On paper, and taken at face-value, much of the M5S programme sounds appealing. Testament to this is the sheer variety of their public supporters including alt-right commentators, radical left intellectuals like Dario Fo and Bifo Berardi (the latter retracted his support), and even Bill Emmott, ex editor of the Economist, who despite some reservations was surprisingly enthusiastic about M5S when I interviewed him in the run up to the vote. Few indeed could argue with the idea that that Italy’s notoriously corrupt republic needs a new force to clean up the system, to “drain the swamp” in Trump’s words. What M5S have done so cleverly is to occupy this space with an additional commitment to tackling all the other things that the incumbent parties have failed on: environmental commitments, democratic participation, technological innovation to name just three. As for the economy, meanwhile, while un-costed, M5S has campaigned in favour of a basic income as a measure to protect an increasingly precarious working class that has been abandoned by the system. Looking at the strong support in the country’s impoverished southern regions like Sicily, Campania and Puglia, as well as with the chronically unemployed young, this gamble seems to have paid off.
The appeal is easy to understand, at least in theory. So why has the movement been so criticized? And why, following their most recent success, are so many in a state of panic? First, of course, are the realities behind these pretty words. It is hard to take M5S’s remarks on direct and internal democracy seriously when candidates have historically been forced to tow the party line to such an extent that members have been expelled for ‘crimes’ such as talking to the ‘fake news’ on mainstream TV. Then there is the question of ownership. For a movement that prides itself on transparency, the non-profit organization that manages the M5S digital platform, Rousseau, is remarkably cagey about where the presumably vast advertising revenue ends up. More tangibly still the movement has seemed on the back foot thanks to the unambiguous ineptitude of several local representatives. In the past year alone Virginia Raggi, the Five Star mayor of Rome, has presided over several corruption scandals and a dramatic worsening of public services, from transport to the now infamous garbage crisis. None of this however has affected their anti-political appeal at the national level.
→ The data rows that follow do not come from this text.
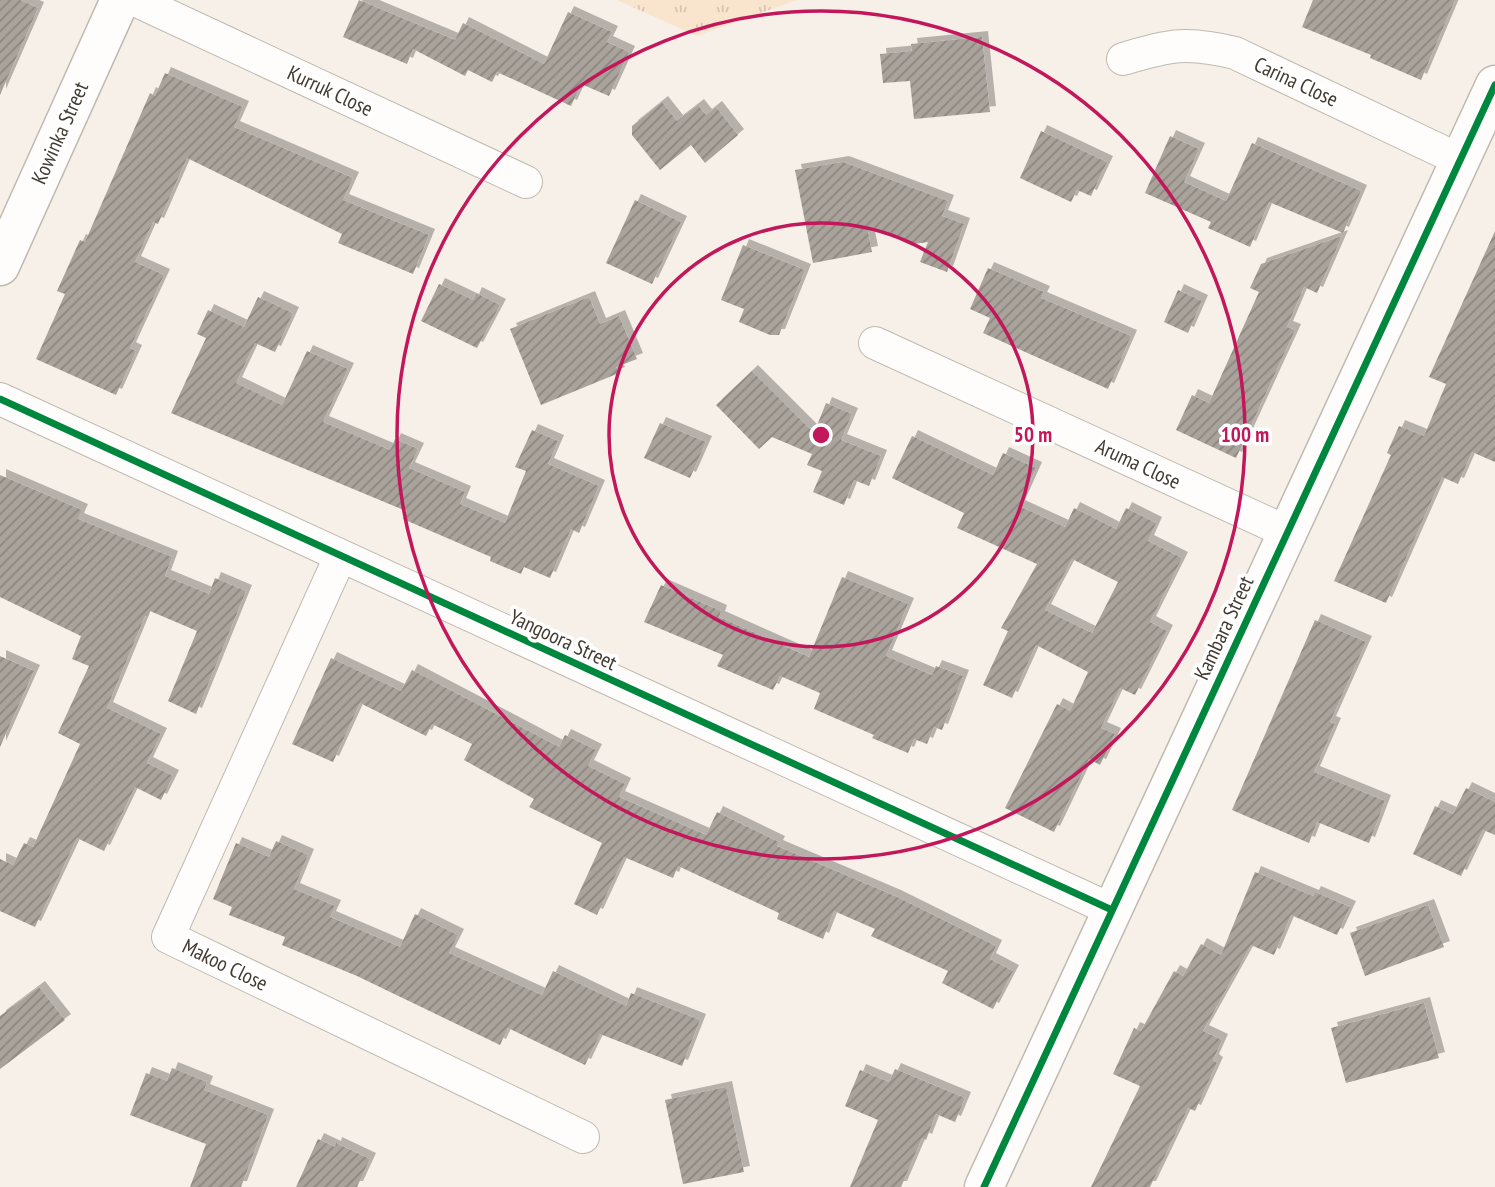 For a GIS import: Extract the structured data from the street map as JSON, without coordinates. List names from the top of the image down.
{
  "streets": {
    "street": [
      "Carina Close",
      "Kurruk Close",
      "Kowinka Street",
      "Aruma Close",
      "Kambara Street",
      "Yangoora Street",
      "Makoo Close"
    ]
  },
  "crossings": [
    ["Carina Close", "Kambara Street"],
    ["Aruma Close", "Kambara Street"],
    ["Kambara Street", "Yangoora Street"],
    ["Yangoora Street", "Makoo Close"]
  ],
  "rings": ["50 m", "100 m"]
}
One of the most important aspects to note about M5S, however, leaving aside all superficially attractive aspects of their programme, is the movement’s gradual but definite shift towards the right. In reality glimpses of this were visible from the very beginning, in what were passed off as occasional rhetorical gaffs as when one candidate likened gay sex to bestiality, or, more recently when the movement’s leader Luigi Di Maio made the bizzare claim that Italy is importing 40% of Romania’s criminals. More recently this kind of talk has translated into actual policy. Under Raggi there have been several evictions of shelters hosting refugees in Rome, as well as widespread talk of deportations at a national level, not to mention consistent fear mongering about rising crime due to immigrants (in fact, as ISTAT data shows, crime in Italy is actually decreasing and there is no easy correlation with areas of dense immigration.)